** GOAL OF THE EXERCISE **
The word "turn" marks the lines you need; copy each of them from the data.

** PROVIDED ENTRIES **
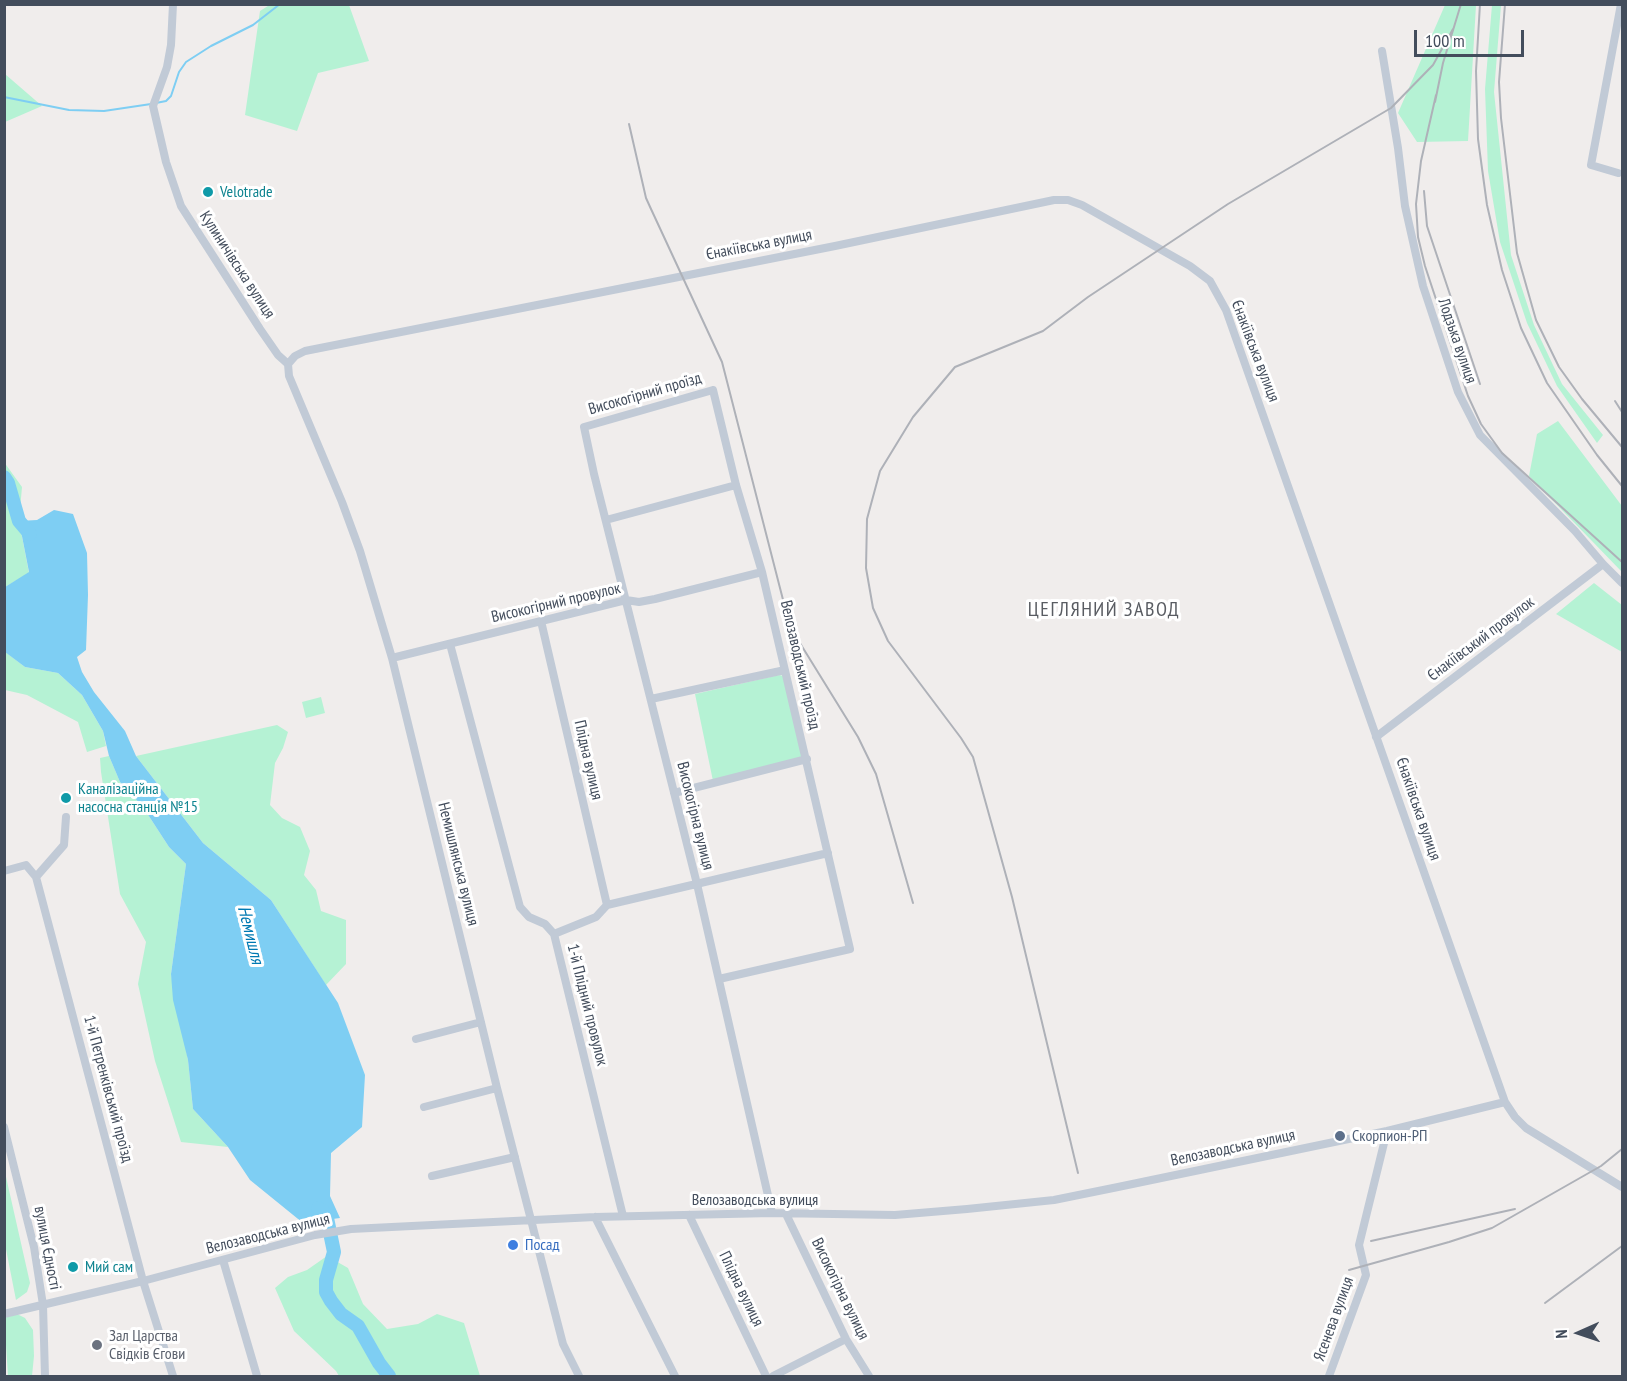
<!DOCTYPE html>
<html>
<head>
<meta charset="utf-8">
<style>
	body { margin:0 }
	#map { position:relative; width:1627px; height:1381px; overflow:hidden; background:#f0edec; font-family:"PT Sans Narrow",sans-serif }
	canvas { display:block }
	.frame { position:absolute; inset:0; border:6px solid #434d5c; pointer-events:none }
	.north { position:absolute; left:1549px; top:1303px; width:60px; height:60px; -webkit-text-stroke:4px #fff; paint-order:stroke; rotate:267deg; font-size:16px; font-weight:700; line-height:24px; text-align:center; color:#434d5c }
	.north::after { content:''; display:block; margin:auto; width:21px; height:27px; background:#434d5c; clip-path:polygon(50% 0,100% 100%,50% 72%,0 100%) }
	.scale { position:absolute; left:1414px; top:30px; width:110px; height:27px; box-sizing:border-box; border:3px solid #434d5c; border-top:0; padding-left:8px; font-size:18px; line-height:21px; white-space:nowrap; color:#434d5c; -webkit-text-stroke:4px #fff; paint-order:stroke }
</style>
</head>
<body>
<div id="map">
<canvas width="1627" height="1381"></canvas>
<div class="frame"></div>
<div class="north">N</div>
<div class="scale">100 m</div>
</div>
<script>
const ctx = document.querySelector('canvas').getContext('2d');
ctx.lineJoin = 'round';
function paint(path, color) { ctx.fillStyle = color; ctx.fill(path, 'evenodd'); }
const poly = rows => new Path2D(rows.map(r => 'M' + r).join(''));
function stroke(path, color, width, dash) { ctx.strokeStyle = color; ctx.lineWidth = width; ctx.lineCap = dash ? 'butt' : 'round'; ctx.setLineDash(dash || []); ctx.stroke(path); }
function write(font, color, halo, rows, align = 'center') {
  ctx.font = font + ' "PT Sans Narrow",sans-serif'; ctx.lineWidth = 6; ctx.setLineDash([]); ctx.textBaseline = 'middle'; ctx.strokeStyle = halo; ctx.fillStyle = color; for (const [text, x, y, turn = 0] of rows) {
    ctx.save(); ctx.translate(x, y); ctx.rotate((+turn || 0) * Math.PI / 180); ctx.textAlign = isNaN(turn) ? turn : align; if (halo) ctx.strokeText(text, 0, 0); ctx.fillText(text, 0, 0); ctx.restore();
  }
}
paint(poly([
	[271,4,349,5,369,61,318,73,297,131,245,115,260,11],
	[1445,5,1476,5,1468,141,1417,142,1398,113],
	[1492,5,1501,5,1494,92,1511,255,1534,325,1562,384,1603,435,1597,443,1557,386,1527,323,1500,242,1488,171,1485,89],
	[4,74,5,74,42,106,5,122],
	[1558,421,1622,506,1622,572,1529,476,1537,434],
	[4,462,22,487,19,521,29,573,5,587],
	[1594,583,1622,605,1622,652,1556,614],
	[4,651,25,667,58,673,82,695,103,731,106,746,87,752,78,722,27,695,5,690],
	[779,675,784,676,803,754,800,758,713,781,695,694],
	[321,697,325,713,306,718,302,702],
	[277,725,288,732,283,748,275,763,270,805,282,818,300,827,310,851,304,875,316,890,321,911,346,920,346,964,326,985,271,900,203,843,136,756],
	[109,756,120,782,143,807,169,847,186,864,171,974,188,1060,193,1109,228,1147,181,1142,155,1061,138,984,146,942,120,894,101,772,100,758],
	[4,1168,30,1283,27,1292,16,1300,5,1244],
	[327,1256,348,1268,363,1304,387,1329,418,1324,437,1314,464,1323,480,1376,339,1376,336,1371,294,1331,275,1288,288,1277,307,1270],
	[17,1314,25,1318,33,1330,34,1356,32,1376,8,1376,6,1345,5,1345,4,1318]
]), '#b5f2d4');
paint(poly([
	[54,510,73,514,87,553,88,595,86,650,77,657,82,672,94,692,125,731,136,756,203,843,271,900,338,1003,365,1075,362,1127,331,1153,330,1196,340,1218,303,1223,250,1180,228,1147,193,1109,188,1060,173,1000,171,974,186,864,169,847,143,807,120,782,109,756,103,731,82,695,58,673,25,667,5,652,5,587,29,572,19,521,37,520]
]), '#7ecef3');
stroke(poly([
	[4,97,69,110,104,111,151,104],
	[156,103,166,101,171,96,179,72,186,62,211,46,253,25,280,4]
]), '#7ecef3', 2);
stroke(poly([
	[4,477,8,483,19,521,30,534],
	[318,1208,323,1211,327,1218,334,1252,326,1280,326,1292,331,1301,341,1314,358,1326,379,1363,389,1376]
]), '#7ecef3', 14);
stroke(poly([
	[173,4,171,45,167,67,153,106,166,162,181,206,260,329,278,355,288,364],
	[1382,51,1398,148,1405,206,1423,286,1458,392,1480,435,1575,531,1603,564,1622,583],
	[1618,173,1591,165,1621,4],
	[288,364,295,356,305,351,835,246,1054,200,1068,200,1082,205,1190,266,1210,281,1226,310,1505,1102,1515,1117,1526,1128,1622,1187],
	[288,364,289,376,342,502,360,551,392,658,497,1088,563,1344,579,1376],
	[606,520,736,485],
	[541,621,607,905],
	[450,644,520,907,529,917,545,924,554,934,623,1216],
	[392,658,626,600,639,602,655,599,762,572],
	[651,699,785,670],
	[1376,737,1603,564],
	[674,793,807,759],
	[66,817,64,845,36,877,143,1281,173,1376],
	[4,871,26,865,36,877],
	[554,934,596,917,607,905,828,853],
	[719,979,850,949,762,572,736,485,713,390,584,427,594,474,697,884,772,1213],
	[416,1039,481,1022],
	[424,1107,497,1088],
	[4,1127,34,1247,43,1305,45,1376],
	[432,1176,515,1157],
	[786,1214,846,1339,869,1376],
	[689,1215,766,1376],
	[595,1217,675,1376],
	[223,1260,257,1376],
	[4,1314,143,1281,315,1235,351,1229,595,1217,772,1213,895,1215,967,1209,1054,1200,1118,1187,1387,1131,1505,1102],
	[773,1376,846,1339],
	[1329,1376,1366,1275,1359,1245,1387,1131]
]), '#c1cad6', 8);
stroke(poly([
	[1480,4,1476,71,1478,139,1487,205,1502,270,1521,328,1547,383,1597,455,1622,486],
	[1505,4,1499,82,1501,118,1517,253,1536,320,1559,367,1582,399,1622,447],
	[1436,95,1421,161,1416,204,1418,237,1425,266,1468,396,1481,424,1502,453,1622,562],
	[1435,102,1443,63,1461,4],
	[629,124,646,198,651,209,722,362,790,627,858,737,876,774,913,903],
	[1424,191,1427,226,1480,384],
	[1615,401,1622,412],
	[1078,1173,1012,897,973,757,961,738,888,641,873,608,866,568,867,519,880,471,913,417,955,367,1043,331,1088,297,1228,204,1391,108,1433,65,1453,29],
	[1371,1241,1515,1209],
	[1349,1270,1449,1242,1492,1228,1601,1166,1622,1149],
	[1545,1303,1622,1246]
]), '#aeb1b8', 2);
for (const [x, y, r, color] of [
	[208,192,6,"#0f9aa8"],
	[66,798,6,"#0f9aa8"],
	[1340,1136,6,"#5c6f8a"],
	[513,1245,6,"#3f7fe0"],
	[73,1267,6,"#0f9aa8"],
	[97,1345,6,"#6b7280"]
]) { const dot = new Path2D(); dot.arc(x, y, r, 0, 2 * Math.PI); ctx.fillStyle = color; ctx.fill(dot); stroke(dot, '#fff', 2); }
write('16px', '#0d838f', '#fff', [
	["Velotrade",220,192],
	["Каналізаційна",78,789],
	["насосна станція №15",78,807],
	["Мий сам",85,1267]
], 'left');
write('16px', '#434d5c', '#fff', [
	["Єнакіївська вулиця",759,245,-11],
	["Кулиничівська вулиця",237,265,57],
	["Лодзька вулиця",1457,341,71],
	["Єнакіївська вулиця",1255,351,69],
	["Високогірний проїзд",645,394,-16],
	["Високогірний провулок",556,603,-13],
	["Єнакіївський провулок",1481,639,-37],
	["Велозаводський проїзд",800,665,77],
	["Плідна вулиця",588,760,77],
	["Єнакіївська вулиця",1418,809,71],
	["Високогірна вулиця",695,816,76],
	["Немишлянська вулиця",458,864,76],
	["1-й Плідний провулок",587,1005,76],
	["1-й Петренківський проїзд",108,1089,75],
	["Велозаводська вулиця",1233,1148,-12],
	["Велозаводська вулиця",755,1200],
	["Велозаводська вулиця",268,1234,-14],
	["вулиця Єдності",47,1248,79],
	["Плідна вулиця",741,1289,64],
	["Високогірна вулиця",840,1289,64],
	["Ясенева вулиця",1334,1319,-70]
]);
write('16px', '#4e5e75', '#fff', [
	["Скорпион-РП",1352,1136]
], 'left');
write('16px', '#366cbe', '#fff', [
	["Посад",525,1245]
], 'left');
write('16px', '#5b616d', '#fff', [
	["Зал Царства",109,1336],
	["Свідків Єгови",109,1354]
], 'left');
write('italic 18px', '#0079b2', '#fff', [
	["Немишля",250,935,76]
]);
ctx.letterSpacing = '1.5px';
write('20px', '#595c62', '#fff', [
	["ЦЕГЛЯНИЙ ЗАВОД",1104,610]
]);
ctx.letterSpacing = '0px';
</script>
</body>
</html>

** REPLY **
  ctx.font = font + ' "PT Sans Narrow",sans-serif'; ctx.lineWidth = 6; ctx.setLineDash([]); ctx.textBaseline = 'middle'; ctx.strokeStyle = halo; ctx.fillStyle = color; for (const [text, x, y, turn = 0] of rows) {
    ctx.save(); ctx.translate(x, y); ctx.rotate((+turn || 0) * Math.PI / 180); ctx.textAlign = isNaN(turn) ? turn : align; if (halo) ctx.strokeText(text, 0, 0); ctx.fillText(text, 0, 0); ctx.restore();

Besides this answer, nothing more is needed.